▼▼▼
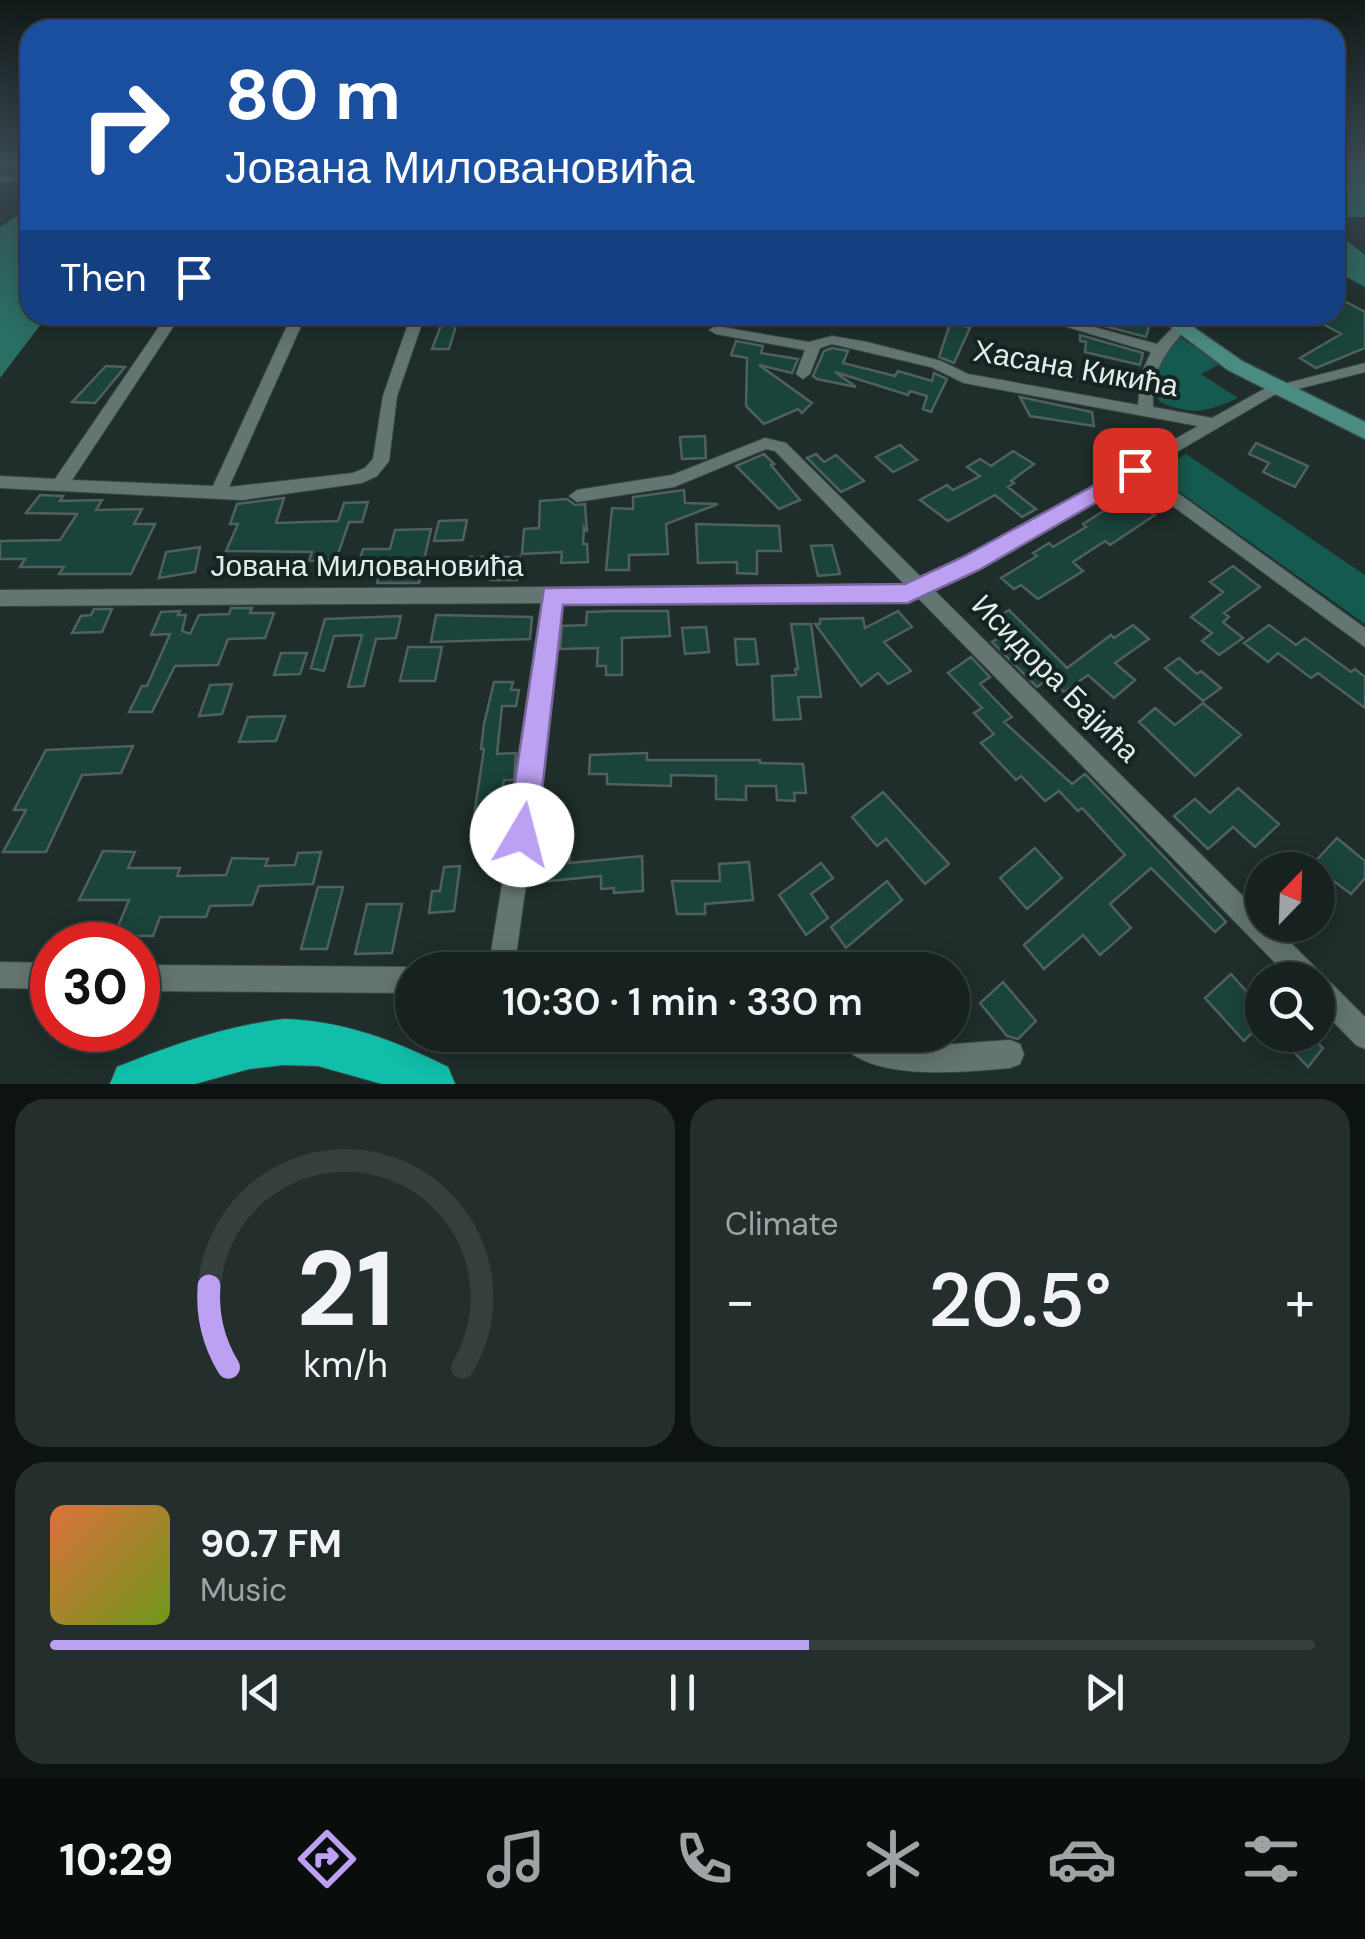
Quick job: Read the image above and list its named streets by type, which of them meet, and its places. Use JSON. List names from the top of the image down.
{
  "streets": {
    "street": ["Хасана Кикића", "Јована Миловановића", "Исидора Бајића"]
  },
  "crossings": [
    ["Хасана Кикића", "Јована Миловановића"],
    ["Јована Миловановића", "Исидора Бајића"]
  ],
  "north": "top right",
  "page": {
    "turn": ["80 m", "Јована Миловановића"],
    "then": "Then",
    "limit": "30",
    "trip": "10:30 · 1 min · 330 m",
    "tile": "Climate",
    "heat": ["−", "20.5°", "+"],
    "song": ["90.7 FM", "Music"],
    "tabs": "10:29",
    "gauge": ["21", "km/h"]
  }
}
▲▲▲
_Prompt:_ Repeat all of the entries above word for word and omit the pictures.

_The completed task:_
Quick job: Read the image above and list its named streets by type, which of them meet, and its places. Use JSON. List names from the top of the image down.
{
  "streets": {
    "street": ["Хасана Кикића", "Јована Миловановића", "Исидора Бајића"]
  },
  "crossings": [
    ["Хасана Кикића", "Јована Миловановића"],
    ["Јована Миловановића", "Исидора Бајића"]
  ],
  "north": "top right",
  "page": {
    "turn": ["80 m", "Јована Миловановића"],
    "then": "Then",
    "limit": "30",
    "trip": "10:30 · 1 min · 330 m",
    "tile": "Climate",
    "heat": ["−", "20.5°", "+"],
    "song": ["90.7 FM", "Music"],
    "tabs": "10:29",
    "gauge": ["21", "km/h"]
  }
}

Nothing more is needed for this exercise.